Inclusão digital: a revolução que começa pela educação

Algumas iniciativas desenvolvidas pelos setores público e privado têm contribuído de forma significativa.

Em 14/12/2020 Referência CCNEWS, Redação Multimídia

Foto: Reprodução/Educamundo

Em um ano marcado por tantas mudanças tecnológicas, muitas das quais aceleradas pela pandemia do novo coronavírus, uma outra revolução digital, dessa vez no campo da educação, também vem se mostrando essencial para abrir novos caminhos.

Claro que a importância da discussão sobre o papel da inclusão digital no processo de transformação social, principalmente no Brasil, não vem de agora.

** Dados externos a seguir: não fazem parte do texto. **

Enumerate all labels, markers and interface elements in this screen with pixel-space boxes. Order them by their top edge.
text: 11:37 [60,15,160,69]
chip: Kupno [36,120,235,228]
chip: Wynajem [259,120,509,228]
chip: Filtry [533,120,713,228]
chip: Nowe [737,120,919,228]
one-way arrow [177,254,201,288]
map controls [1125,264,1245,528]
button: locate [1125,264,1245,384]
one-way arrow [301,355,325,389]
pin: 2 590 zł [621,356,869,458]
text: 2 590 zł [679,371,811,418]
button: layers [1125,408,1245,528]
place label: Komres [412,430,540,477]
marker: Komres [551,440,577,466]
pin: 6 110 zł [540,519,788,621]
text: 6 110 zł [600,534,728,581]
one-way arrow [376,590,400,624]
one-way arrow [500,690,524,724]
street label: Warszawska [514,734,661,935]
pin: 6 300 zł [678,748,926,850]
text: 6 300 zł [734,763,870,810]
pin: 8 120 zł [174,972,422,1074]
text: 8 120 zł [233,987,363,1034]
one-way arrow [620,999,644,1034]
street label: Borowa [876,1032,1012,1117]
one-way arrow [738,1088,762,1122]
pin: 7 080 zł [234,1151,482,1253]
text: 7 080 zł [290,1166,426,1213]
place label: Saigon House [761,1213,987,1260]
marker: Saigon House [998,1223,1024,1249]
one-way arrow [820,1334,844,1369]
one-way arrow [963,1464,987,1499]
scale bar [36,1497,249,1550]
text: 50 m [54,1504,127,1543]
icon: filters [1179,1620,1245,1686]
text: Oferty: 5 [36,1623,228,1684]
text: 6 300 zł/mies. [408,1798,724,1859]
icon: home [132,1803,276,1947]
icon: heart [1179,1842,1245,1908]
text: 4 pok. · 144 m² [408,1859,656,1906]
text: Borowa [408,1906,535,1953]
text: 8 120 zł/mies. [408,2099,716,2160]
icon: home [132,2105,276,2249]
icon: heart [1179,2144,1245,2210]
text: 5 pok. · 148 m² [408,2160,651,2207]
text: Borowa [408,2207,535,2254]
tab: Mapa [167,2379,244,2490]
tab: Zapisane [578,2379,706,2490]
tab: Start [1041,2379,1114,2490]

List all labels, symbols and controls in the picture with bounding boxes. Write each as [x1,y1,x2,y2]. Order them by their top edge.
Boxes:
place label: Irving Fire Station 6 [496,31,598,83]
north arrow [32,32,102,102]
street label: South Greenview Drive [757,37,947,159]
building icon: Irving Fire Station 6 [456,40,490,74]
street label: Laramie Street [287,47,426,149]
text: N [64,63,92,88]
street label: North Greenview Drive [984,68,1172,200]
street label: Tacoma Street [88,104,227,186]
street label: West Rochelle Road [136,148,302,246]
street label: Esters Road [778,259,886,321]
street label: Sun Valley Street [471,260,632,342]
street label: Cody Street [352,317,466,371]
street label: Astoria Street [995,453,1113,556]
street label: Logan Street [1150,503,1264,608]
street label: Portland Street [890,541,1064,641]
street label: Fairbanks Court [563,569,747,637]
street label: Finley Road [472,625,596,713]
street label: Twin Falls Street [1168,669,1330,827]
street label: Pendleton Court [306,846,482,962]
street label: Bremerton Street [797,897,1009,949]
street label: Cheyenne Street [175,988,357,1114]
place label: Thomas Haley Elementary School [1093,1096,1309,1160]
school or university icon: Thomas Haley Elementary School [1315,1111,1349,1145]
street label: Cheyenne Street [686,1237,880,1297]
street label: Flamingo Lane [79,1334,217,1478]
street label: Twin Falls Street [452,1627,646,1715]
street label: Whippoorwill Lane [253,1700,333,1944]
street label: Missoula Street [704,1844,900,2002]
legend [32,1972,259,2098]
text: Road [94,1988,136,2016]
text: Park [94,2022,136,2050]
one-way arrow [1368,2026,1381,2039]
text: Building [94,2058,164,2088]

Até porque, apesar de contar com cerca de 134 milhões de usuários da internet, que representam 74% da população com 10 anos ou mais, conforme dados da pesquisa TIC Domicílios 2019, o país ainda ocupa a 34º posição no ranking de “internet inclusiva” segundo o levantamento The Inclusive Internet, realizado pela The Economist Intelligence Unit em parceria com o Facebook.

Porém, foi por conta da necessidade de adequação de escolas, professores e alunos ao formato de educação a distância no período de isolamento social que as desigualdades de acesso da população à conectividade e ferramentas tecnológicas se mostrou ainda mais visível.

Além disso, outra questão relevante refere-se à capacitação dos profissionais disponíveis no mercado. De acordo com o Mapa do Trabalho Industrial do Senai, somente a Indústria precisará qualificar cerca de 10,5 milhões de trabalhadores brasileiros até 2023 para suprir suas demandas relacionadas às novas tecnologias.

Diante desse cenário, algumas iniciativas desenvolvidas em conjunto pelos setores público e privado com o Terceiro Setor têm contribuído de forma significativa para minimizar tais gargalos em prol da sociedade.

Como exemplo disso, podemos destacar duas ações de apoio e qualificação profissional implementadas por nós da Softtek com o objetivo de amplificar e compartilhar conhecimento a partir de nossa expertise.

Tida como uma das maiores empresas de serviços de TI com origem na América Latina, além de manter e viabilizar projetos de inclusão digital e capacitação profissional por meio da ONG Fundación Solidária, estamos expandindo cada vez mais nossa atuação na área de responsabilidade social através de importantes parcerias.

Uma delas, inclusive, acaba ser firmada com a ONG Meu Futuro Digital, tendo como propósito oferecer e facilitar o acesso de jovens à educação profissionalizante nas áreas de Ciência, Tecnologia, Engenharia e Matemática para acelerar a inclusão deles no mercado de trabalho e transformar o Brasil em um país de formação, mentoria, emprego e grandes oportunidades no setor de Tecnologia da Informação.

Outra, desenvolvida junto com o grupo Zilor no município paulista de Quatá, beneficiou professores que lecionam para cerca de 900 alunos dos ensinos fundamental, médio e EJA (Educação de Jovens e Adultos) da Escola Estadual Francisco Balduino, durante a pandemia.

A partir das dificuldades apontadas por 50% dos professores no manuseio de aplicativos tecnológicos, identificadas em uma pesquisa realizada na unidade escolar, as empresas criaram uma ação pedagógica que utiliza, entre outros recursos, ferramentas digitais como pacote Microsoft Office, Google Drive e plataformas de streaming, além de  tutoriais para gravação, edição e postagem de vídeos.

Com isso, buscamos tanto minimizar os impactos causados pela suspensão das aulas presenciais no ano letivo quanto incentivar a aprendizagem de professores e alunos de forma simultânea.

Sabemos que há ainda muito a ser feito. Afinal, os desafios da inclusão digital no Brasil são inúmeros. Mas se tem algo que nos motiva a seguir adiante é a certeza de que o fruto da verdadeira revolução tecnológica virá dessas sementinhas de educação plantadas hoje, a serviço do desenvolvimento e bem-estar sociais das futuras gerações. (Por Michelly Siqueira - Comuniquese)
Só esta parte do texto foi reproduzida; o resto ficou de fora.